For you see, Carl Fredricksen had just such a dream. He and his beloved wife, Ellie, planned one day to visit Paradise Falls, a mysterious locale in South America filled with cliffs and waterfalls and adventure. When they were children, Carl promised they would go there, cementing the deal with a somber crosscut motion over his heart. Throughout their marriage, the promise of Paradise danced in front of them.

But life kept intruding. They’d raid their Paradise Falls fund for flat tires, for home repairs, for all manner of everyday hiccups. Their hair turned gray, then white, and when Carl finally bought their tickets to Paradise, Ellie was too sick to go. Then … she was gone, leaving Carl with a houseful of memories, a heart full of grief and two plane tickets he’ll never use.

But a promise is a promise, and Carl had crossed his heart. So he loads his house with helium balloons and rips its thousands of pounds of wood and metal and carpet right off its foundation, floating out of the city and into adventure. He has just one destination in mind—Paradise Falls, and he’ll slice through the air until he reaches its hallowed—

Knock, knock.

Until he reaches its hallowed—

Knock, knock, knock.

Carl walks to the door and finds a boy named Russell, a Wilderness Scout with a sash full of merit badges and a brain full of chatter, cowering on his swaying porch.

“Hello, Mr. Fredricksen,” the boy says, clinging to the siding for dear life. “Please let me in.”

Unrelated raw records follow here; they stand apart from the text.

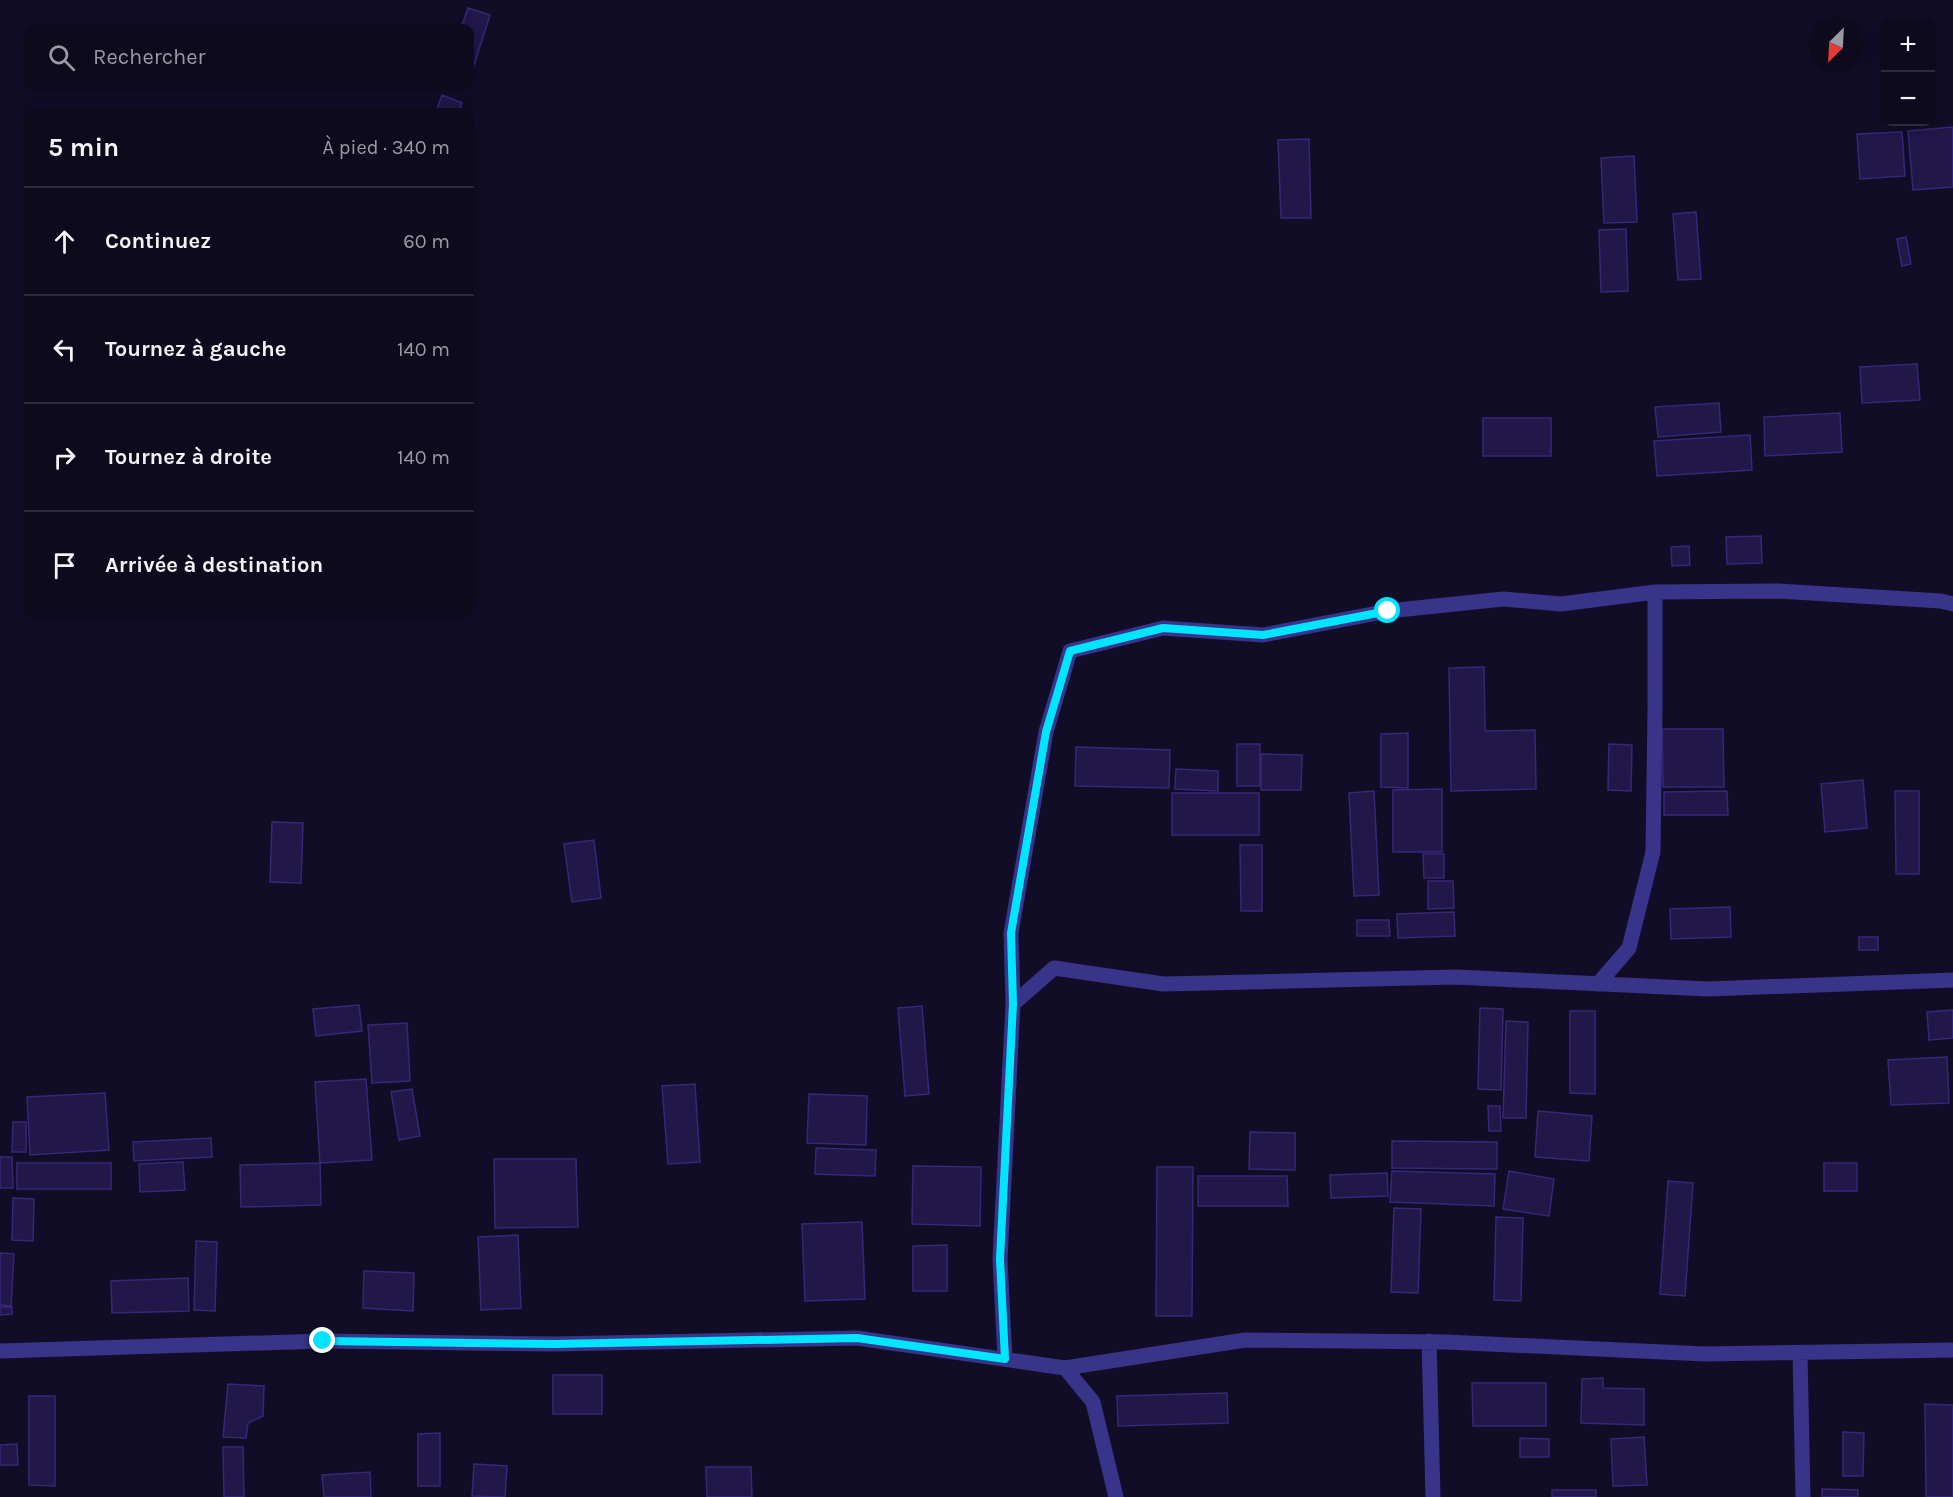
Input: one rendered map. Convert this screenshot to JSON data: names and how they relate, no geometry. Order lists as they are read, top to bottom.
{
  "north": "bottom left",
  "page": {
    "map_buttons": ["+", "−"],
    "search": "Rechercher",
    "heading": ["5 min", "À pied · 340 m"],
    "list": [
      ["Continuez", "60 m"],
      ["Tournez à gauche", "140 m"],
      ["Tournez à droite", "140 m"],
      "Arrivée à destination"
    ]
  }
}
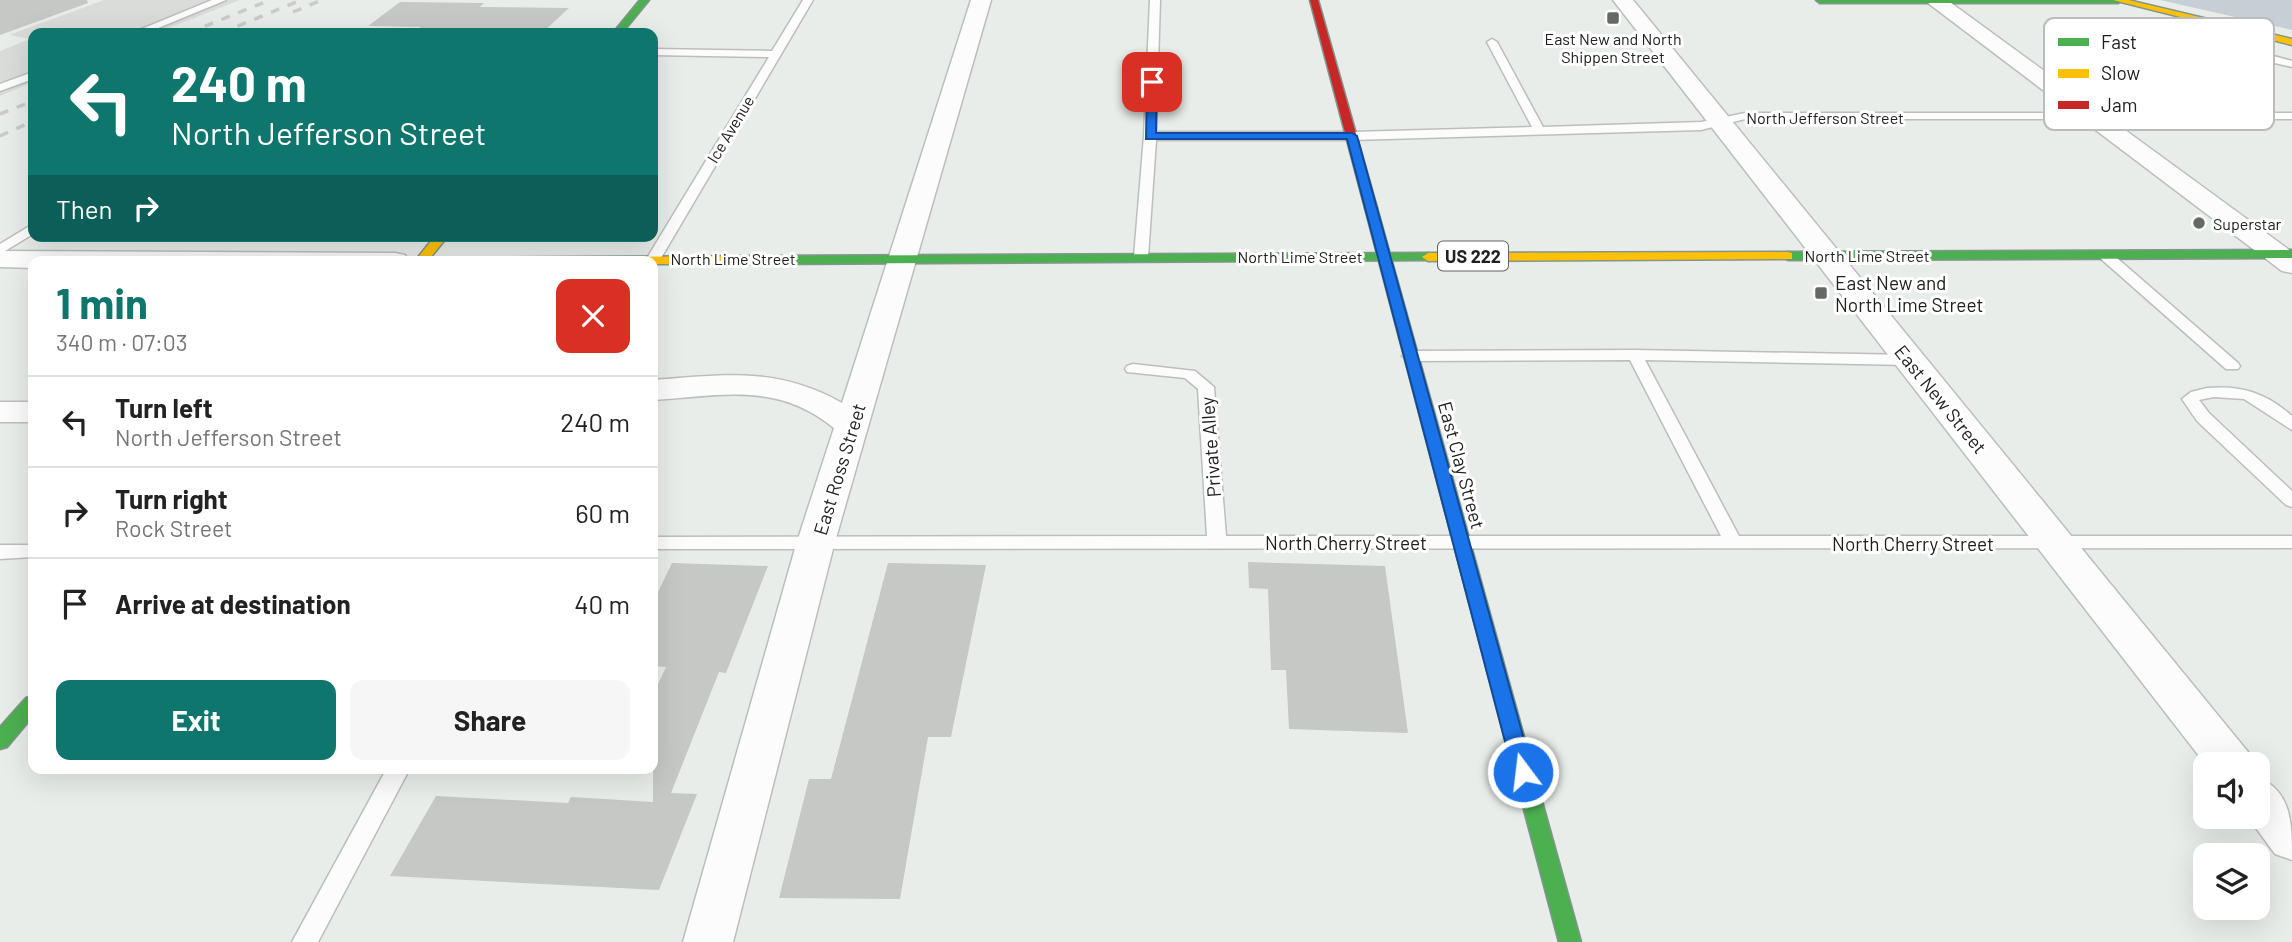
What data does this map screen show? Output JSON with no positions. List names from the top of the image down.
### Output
{
  "streets": {
    "main road": ["North Lime Street", "US 222", "East Clay Street"],
    "street": ["East New Street", "East Ross Street"],
    "lane": [
      "North Jefferson Street",
      "Ice Avenue",
      "Private Alley",
      "North Cherry Street"
    ]
  },
  "crossings": [
    ["North Jefferson Street", "East New Street"],
    ["North Jefferson Street", "East Clay Street"],
    ["North Lime Street", "East New Street"],
    ["North Lime Street", "East Clay Street"],
    ["North Lime Street", "East Ross Street"],
    ["East New Street", "North Cherry Street"],
    ["Private Alley", "North Cherry Street"],
    ["East Clay Street", "North Cherry Street"],
    ["East Ross Street", "North Cherry Street"]
  ],
  "places": {
    "transit": ["East New and North Shippen Street", "East New and North Lime Street"],
    "other": ["Superstar"]
  },
  "legend": ["Fast", "Slow", "Jam"],
  "page": {
    "turn": ["240 m", "North Jefferson Street"],
    "then": "Then",
    "heading": ["1 min", "340 m · 07:03"],
    "list": [
      {
        "name": "Turn left",
        "note": "North Jefferson Street",
        "value": "240 m"
      },
      {
        "name": "Turn right",
        "note": "Rock Street",
        "value": "60 m"
      },
      {
        "name": "Arrive at destination",
        "value": "40 m"
      }
    ],
    "buttons": ["Exit", "Share"]
  }
}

“No,” Carl says. And he slams the door.

But then he opens it again.

So begins a new sort of dream for Carl, though he doesn’t know it yet. He still thinks he’s saving his snowman—his dream, his promise, his adventure, his treasure. But what he’s about to find out is that while there’s no denying that snowmen are cool and all, what’s really important is underneath—the lush circle of spring grass left behind. Green. Growing. Living.

Positive Elements

Carl’s a grouchy old coot, but we love him anyway. We can’t help it, really. He clearly adored his wife from the minute they met to the moment she was taken from him and far, far beyond. He takes the trip for her, and he continues to talk with her throughout the film. Carl preserves her memory in every way he can—even wearing a badge (a grape soda bottle cap with a pin stuck through it) that Ellie made for him when they were children.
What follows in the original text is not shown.